Why would a prestigious university think someone was qualified to teach based on only two qualifications: treason and sexual confusion? They cannot even pretend that was based on some form of merit or that Bradley Manning had adequate credentials.
Me too. I came up with a quote on the matter back in college: “Never confuse intelligence and intellectualism.” “Intellectuals” are quite often absurdly stupid.
More recently, I started playing Dungeons and Dragons (which is great, btw), and that gave me some more insight as well. There are different ability stats your character can have, and “Intelligence” and “Wisdom” are separate. So, you can be highly intelligent but incredibly lacking in wisdom.
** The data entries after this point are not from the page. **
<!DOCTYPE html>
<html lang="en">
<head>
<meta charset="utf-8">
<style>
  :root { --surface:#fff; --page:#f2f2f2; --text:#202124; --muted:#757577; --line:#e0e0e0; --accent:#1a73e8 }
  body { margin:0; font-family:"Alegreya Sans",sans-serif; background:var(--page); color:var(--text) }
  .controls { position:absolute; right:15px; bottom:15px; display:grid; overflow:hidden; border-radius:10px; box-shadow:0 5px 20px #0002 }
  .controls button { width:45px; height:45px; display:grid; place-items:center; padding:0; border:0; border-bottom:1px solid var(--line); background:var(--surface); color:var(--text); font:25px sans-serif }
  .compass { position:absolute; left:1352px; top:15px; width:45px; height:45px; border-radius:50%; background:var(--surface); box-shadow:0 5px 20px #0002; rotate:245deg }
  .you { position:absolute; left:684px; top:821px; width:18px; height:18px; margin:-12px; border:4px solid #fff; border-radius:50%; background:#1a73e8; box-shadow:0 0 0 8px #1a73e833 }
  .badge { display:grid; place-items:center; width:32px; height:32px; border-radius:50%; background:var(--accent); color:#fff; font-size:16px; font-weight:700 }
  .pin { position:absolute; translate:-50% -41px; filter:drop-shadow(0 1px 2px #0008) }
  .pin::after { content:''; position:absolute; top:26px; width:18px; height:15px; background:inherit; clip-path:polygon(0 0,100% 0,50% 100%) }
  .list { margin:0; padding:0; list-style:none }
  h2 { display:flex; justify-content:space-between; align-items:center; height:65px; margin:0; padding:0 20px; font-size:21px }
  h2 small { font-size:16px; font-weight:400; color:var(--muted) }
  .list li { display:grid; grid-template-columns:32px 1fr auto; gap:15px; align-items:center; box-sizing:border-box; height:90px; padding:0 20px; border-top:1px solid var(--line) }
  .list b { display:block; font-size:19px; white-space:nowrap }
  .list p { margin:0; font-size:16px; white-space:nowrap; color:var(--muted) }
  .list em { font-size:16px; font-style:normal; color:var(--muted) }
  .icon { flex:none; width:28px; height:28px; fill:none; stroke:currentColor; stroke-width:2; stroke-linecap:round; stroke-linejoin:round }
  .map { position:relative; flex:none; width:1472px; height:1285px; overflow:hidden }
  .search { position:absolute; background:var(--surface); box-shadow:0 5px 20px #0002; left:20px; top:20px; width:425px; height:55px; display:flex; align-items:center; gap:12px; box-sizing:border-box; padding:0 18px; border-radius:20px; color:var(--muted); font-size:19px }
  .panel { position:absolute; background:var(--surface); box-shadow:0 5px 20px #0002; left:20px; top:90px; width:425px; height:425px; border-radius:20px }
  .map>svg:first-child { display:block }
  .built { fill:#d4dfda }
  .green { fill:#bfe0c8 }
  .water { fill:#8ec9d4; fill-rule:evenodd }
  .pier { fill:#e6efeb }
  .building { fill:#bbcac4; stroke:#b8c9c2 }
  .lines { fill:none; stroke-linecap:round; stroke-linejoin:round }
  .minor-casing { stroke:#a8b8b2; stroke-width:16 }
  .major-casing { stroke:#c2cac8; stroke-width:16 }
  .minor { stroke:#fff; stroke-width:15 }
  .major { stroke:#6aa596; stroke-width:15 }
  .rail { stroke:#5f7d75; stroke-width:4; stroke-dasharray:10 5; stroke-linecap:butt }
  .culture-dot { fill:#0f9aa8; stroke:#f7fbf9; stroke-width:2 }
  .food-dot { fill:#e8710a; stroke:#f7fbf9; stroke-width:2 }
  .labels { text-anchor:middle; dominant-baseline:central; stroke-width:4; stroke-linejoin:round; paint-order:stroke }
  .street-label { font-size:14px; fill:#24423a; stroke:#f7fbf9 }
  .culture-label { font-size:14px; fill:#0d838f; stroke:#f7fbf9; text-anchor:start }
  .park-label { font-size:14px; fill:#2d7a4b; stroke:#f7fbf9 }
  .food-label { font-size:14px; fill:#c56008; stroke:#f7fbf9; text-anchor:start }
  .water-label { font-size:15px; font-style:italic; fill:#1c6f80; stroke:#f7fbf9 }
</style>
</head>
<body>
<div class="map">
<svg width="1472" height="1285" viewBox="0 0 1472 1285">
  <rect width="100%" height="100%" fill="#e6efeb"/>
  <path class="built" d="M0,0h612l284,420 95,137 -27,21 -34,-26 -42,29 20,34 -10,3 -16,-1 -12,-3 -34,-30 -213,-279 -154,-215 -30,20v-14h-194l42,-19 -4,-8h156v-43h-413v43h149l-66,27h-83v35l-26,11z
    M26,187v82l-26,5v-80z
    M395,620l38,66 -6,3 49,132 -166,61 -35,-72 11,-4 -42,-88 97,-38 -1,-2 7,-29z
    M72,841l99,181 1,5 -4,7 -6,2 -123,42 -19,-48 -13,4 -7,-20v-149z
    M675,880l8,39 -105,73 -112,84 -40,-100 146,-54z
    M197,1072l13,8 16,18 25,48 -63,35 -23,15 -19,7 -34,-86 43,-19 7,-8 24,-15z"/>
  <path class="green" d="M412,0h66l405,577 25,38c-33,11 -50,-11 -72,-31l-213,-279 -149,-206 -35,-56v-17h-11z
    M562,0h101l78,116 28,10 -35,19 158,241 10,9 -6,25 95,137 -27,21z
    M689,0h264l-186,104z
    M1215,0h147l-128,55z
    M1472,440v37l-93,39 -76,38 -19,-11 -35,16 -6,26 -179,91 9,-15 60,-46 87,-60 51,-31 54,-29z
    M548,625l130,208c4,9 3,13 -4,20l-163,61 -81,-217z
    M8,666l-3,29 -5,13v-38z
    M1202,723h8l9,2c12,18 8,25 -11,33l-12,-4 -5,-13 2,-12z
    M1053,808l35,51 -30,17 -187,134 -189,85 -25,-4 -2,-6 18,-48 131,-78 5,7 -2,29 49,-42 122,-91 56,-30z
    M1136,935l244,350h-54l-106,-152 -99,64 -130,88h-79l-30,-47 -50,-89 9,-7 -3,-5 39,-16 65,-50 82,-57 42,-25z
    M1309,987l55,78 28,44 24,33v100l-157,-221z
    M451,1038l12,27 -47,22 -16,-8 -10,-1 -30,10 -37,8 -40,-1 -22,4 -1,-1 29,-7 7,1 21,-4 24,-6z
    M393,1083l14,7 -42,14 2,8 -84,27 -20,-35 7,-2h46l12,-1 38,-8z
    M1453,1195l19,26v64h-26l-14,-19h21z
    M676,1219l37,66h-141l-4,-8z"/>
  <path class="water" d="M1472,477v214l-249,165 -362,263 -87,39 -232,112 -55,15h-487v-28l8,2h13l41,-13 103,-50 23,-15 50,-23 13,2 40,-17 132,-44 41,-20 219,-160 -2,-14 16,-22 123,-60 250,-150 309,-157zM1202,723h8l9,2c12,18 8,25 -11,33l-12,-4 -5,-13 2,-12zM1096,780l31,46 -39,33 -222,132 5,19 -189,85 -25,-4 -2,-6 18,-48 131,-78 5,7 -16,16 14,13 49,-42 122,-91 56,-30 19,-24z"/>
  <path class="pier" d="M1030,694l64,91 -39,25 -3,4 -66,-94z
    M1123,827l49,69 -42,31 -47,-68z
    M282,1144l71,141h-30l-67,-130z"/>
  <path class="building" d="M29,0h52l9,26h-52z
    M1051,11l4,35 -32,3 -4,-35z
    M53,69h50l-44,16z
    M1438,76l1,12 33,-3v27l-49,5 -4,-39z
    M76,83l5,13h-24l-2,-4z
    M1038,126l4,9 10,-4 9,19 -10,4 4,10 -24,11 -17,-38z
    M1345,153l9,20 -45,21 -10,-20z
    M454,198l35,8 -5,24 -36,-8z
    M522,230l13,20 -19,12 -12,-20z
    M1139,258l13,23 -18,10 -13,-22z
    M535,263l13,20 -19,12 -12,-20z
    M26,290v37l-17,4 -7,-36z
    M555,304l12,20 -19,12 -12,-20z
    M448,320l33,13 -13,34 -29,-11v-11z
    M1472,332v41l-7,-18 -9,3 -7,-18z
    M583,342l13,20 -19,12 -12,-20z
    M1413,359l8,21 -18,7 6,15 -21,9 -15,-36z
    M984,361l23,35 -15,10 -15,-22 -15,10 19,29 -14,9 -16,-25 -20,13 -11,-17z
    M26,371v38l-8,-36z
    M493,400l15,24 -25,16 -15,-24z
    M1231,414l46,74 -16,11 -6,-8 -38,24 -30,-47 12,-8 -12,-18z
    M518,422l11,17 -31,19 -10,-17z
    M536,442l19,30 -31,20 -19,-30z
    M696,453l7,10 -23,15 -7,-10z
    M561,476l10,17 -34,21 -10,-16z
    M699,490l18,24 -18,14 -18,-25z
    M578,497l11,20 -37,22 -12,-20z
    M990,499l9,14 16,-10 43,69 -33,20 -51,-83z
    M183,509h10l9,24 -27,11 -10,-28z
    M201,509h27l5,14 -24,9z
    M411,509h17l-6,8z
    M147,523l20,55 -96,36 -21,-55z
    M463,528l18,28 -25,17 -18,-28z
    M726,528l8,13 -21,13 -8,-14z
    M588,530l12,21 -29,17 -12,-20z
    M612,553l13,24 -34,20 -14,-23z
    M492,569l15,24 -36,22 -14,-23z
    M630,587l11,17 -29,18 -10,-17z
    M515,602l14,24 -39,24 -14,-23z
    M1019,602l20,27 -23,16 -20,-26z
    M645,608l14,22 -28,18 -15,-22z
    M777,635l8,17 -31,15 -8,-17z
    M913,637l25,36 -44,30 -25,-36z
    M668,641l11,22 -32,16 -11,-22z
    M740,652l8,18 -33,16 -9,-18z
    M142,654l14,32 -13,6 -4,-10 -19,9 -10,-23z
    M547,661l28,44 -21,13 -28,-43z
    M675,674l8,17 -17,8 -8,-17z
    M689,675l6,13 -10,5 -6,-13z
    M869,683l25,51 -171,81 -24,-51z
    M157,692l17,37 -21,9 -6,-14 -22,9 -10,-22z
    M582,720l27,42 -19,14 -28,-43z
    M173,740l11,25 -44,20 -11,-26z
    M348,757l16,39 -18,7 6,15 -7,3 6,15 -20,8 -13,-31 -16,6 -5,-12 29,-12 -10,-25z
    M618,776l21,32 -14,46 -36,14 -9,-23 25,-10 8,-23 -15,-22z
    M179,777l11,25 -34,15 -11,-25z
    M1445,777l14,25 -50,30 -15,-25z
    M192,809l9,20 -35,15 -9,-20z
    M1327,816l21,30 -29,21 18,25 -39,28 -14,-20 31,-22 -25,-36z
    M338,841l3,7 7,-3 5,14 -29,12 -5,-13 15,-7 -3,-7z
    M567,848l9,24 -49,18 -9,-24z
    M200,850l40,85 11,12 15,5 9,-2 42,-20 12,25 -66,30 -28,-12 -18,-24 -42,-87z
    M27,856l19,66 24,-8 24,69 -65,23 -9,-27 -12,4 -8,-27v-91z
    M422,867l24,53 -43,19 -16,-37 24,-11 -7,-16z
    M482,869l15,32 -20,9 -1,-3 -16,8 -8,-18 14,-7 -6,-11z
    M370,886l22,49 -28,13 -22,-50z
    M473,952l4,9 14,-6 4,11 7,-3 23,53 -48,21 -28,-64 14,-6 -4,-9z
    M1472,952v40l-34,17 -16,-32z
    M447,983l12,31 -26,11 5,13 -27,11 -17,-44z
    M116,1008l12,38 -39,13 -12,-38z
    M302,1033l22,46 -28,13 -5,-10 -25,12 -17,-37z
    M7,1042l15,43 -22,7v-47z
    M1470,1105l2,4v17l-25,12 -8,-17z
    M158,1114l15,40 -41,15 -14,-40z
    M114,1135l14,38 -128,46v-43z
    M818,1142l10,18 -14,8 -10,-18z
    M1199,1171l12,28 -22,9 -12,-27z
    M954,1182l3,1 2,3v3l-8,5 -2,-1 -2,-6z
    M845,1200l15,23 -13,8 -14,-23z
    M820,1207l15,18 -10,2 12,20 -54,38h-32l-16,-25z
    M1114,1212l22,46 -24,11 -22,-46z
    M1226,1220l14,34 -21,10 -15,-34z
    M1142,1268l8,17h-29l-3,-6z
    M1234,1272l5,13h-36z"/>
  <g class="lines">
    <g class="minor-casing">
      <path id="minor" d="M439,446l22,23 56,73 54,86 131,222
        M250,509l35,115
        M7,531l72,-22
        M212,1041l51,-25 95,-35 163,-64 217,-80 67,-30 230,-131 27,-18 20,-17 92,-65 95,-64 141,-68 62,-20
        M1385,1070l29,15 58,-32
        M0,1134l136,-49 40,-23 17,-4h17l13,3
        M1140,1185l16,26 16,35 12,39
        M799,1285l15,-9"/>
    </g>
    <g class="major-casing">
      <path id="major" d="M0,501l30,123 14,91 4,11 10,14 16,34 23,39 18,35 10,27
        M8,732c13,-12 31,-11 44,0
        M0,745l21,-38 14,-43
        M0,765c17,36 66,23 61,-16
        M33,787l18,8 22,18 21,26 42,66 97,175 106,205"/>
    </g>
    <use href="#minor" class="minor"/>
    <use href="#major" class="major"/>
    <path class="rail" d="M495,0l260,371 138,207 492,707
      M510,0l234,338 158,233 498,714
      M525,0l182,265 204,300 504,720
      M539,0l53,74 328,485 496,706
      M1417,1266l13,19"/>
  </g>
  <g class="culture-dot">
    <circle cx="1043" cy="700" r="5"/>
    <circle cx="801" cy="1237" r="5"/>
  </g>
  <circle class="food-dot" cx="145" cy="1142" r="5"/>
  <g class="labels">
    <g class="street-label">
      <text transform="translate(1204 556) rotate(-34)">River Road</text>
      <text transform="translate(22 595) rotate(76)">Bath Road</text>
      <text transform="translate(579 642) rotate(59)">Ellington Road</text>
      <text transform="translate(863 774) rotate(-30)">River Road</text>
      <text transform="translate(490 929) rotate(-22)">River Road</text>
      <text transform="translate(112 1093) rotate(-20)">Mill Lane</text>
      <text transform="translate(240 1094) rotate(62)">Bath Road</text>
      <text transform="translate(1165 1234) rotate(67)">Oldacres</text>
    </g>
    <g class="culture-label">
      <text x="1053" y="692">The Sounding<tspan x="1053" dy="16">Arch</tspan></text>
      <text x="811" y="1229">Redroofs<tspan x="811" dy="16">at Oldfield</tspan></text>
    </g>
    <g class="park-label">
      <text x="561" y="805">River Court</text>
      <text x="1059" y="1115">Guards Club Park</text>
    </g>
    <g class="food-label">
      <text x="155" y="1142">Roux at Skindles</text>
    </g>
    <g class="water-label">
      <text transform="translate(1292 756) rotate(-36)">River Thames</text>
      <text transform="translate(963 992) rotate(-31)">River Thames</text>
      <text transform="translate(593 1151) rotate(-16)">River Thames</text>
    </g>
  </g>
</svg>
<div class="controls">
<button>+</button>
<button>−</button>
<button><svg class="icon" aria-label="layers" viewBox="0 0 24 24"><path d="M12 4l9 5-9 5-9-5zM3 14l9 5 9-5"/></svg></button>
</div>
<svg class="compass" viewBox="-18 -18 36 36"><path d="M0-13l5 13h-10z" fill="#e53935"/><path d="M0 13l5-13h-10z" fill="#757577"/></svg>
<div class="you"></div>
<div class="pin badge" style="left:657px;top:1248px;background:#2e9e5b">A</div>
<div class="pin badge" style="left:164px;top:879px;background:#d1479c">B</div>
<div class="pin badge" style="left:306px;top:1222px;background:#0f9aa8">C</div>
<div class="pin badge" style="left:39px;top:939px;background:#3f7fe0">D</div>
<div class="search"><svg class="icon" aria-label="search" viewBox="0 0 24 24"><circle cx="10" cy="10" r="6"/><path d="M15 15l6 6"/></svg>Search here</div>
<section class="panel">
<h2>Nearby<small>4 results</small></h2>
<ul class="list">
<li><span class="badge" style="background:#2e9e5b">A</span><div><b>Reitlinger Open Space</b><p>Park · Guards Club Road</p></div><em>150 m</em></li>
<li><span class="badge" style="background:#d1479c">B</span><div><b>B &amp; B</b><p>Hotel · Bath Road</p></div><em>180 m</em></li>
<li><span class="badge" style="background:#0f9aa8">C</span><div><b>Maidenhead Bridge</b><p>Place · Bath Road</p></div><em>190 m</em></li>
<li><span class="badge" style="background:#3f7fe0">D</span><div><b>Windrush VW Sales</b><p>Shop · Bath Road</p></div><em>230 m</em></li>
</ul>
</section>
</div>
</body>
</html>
And that’s how I would describe a lot of professors and students I knew in college. Really smart people who excelled in certain areas of study (intelligence), but when it came to something like basic economics and politics (wisdom), they were completely insane and clueless. So, I think D&D has it right: intelligence and wisdom are two different things, and a person can be high in one and low in the other.
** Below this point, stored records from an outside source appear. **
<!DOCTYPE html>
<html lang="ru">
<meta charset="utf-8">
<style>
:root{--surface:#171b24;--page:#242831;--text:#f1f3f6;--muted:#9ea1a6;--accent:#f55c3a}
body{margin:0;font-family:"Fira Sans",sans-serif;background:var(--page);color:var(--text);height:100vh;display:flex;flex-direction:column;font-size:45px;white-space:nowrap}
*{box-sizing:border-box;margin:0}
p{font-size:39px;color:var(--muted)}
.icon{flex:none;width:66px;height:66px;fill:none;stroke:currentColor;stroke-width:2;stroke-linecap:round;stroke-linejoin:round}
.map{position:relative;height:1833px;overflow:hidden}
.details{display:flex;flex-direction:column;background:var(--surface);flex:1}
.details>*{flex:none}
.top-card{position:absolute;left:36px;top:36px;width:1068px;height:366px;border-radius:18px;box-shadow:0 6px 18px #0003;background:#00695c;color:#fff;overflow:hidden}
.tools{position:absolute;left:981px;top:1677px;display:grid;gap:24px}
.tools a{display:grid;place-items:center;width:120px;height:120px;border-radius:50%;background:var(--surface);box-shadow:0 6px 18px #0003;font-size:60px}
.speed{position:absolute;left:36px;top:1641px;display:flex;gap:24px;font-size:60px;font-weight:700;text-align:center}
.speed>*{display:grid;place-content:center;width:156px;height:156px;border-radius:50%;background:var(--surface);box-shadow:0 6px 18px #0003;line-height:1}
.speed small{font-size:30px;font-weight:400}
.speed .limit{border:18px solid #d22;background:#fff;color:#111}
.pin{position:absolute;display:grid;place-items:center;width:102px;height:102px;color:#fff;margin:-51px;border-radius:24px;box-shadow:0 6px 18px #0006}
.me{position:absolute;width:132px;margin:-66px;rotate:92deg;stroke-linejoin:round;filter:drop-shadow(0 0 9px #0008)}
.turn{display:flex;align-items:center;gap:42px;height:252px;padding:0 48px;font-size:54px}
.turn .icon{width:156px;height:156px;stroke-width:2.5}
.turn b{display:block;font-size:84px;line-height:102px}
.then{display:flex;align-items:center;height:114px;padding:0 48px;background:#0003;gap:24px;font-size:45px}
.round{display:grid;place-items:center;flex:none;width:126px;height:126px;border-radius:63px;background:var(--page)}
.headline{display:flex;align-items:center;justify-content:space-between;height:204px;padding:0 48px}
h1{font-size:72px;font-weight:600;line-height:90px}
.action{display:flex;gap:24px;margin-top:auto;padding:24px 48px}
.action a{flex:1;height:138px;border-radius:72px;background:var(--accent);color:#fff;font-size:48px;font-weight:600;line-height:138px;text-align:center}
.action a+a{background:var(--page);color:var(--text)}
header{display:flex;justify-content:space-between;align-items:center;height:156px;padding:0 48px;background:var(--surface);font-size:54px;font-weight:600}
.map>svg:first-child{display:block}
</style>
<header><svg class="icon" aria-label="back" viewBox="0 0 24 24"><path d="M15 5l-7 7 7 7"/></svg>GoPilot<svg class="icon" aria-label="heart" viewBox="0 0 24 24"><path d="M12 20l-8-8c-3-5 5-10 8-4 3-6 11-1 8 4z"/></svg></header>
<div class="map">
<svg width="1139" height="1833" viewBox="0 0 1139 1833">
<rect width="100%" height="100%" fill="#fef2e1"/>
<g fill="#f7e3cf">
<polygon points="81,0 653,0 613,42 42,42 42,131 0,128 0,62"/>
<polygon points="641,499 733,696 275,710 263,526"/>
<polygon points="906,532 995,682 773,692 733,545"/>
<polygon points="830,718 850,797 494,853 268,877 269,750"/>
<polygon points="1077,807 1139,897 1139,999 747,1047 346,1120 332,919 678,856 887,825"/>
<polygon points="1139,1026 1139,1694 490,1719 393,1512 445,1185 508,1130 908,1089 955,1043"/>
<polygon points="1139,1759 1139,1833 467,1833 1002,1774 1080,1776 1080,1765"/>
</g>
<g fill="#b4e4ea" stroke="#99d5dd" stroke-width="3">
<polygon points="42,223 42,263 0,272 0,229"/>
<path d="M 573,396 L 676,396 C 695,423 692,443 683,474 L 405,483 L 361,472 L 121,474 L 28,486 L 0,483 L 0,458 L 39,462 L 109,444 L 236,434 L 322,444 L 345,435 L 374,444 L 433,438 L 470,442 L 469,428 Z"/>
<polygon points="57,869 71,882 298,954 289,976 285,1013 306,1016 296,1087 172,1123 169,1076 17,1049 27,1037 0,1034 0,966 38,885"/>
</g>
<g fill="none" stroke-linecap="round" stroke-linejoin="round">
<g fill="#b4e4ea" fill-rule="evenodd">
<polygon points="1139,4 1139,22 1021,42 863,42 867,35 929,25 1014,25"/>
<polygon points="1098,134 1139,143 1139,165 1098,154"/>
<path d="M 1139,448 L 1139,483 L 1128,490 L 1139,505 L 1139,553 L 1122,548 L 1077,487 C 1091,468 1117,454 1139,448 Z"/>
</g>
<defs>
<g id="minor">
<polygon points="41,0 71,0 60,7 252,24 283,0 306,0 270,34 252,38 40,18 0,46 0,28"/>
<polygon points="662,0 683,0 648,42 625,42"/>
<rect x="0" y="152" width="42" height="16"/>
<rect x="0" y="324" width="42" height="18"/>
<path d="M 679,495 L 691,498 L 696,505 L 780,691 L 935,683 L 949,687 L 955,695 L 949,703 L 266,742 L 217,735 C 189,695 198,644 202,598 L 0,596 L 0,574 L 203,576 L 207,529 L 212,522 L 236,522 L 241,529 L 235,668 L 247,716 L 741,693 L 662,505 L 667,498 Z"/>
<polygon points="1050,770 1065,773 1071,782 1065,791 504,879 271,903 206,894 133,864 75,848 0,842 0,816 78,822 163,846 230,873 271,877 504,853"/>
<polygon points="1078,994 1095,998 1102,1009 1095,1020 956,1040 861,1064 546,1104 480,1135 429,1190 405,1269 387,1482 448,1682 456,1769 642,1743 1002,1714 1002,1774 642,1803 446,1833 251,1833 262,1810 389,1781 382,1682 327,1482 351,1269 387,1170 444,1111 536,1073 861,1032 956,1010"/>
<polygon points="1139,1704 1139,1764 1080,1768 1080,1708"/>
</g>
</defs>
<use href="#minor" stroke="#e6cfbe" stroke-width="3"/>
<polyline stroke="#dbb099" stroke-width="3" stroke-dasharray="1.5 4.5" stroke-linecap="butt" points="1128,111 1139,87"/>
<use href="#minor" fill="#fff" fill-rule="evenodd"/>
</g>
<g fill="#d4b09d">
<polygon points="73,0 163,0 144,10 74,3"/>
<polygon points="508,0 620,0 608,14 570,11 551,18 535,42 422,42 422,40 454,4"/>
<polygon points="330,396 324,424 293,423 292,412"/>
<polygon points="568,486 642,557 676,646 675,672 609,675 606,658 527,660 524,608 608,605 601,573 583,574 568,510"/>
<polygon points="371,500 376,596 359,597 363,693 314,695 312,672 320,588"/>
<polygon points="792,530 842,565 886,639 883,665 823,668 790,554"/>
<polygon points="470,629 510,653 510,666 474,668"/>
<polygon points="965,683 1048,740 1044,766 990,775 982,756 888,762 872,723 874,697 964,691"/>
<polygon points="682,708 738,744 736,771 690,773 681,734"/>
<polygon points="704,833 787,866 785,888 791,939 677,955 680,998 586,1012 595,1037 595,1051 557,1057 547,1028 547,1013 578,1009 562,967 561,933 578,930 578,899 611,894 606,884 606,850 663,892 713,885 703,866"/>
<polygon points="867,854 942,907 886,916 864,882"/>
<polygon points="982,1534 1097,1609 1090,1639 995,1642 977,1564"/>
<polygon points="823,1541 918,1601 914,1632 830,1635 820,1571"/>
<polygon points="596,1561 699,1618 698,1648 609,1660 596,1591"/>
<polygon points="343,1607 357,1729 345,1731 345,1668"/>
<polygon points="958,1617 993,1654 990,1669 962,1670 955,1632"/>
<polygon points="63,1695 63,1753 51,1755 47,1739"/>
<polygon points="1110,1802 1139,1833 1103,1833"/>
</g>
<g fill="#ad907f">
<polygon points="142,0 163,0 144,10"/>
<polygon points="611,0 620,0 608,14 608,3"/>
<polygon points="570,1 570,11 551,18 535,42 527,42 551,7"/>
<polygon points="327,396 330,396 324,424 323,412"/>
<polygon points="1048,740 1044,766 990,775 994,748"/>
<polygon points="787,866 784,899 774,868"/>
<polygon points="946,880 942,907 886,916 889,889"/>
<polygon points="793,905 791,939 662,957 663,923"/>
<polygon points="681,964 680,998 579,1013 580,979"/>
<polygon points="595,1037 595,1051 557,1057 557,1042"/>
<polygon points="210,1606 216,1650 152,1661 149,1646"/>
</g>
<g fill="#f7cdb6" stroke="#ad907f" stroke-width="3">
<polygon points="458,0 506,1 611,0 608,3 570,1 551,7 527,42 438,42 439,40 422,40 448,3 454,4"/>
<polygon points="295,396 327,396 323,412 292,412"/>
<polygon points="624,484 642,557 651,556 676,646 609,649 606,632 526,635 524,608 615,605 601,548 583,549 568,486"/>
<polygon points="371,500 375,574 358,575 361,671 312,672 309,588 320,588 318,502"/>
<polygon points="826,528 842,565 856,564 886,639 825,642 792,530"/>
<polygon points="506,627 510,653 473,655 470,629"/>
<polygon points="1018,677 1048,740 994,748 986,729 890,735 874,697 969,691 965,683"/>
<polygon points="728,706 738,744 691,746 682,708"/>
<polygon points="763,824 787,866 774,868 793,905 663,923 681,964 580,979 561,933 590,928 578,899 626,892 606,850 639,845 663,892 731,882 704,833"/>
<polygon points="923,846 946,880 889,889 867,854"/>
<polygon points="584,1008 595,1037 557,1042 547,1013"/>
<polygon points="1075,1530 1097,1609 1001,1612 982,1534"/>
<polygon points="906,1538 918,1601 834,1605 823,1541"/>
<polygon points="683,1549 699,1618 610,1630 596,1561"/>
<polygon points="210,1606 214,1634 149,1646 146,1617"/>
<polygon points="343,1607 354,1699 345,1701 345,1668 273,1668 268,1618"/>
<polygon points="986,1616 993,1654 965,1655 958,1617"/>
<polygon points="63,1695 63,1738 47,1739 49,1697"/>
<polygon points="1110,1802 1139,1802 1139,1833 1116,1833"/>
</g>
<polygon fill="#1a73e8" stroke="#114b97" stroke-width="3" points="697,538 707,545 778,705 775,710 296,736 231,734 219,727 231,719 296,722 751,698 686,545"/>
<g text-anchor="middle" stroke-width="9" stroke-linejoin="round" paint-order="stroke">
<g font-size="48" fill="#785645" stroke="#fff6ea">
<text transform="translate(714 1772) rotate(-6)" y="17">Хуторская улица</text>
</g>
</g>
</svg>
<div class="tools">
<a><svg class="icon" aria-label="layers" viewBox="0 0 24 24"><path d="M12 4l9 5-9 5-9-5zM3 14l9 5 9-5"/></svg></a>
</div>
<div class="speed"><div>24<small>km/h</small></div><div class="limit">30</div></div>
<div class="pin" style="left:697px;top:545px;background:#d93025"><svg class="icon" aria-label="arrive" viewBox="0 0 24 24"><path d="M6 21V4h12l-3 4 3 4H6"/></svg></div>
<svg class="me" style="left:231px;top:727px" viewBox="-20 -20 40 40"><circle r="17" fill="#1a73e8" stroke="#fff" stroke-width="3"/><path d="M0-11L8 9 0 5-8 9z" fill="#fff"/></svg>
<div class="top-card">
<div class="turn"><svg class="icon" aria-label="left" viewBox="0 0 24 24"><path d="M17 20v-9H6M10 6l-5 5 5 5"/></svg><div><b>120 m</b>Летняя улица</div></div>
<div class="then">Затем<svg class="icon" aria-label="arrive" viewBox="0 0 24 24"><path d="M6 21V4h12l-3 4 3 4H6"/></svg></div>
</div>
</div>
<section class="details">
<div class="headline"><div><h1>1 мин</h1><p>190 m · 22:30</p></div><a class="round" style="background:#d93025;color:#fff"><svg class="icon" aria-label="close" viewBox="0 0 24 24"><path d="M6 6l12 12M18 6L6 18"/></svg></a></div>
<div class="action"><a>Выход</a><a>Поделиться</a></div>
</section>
I still don't trust Shapiro for his anti-Trump antics on election night and during the election. He was on Steven Crowder's Youtube election coverage pimping the same message the rest of the enemedia was pimping that the exit polls were showing a huge loss for Donald Trump early on. I had to go look at other election coverage because that was disgusting and like the enemedia, later on it proved they were lying.
When you are an anti-Trumper and in lock-step with the enemedia, there is absolutely no reason to trust the guy.
CGato
See my last post about Ben Shapiro. I absolutely do not trust him.
CGato
Karen Dynan?
As long as you get past the buck teeth and beady eyes.
isn’t a “FELLOW” a male? Then what do you call a female “Fellow”, a Fellette?
Very manly.
As George Orwell said, some ideas are so stupid that only an intellectual could believe them.
LOL!
And Boston, itself, is not so good.
Considering the sh*t Manning has been posting on its Twitter account since being released, Trump or Sessions should see to it the freak is brought up on charges again and locked up back where it belongs. The freak is calling for violence to overthrow the USA and demanding no borders. Clearly an enemy of the United states and Obama pardons it.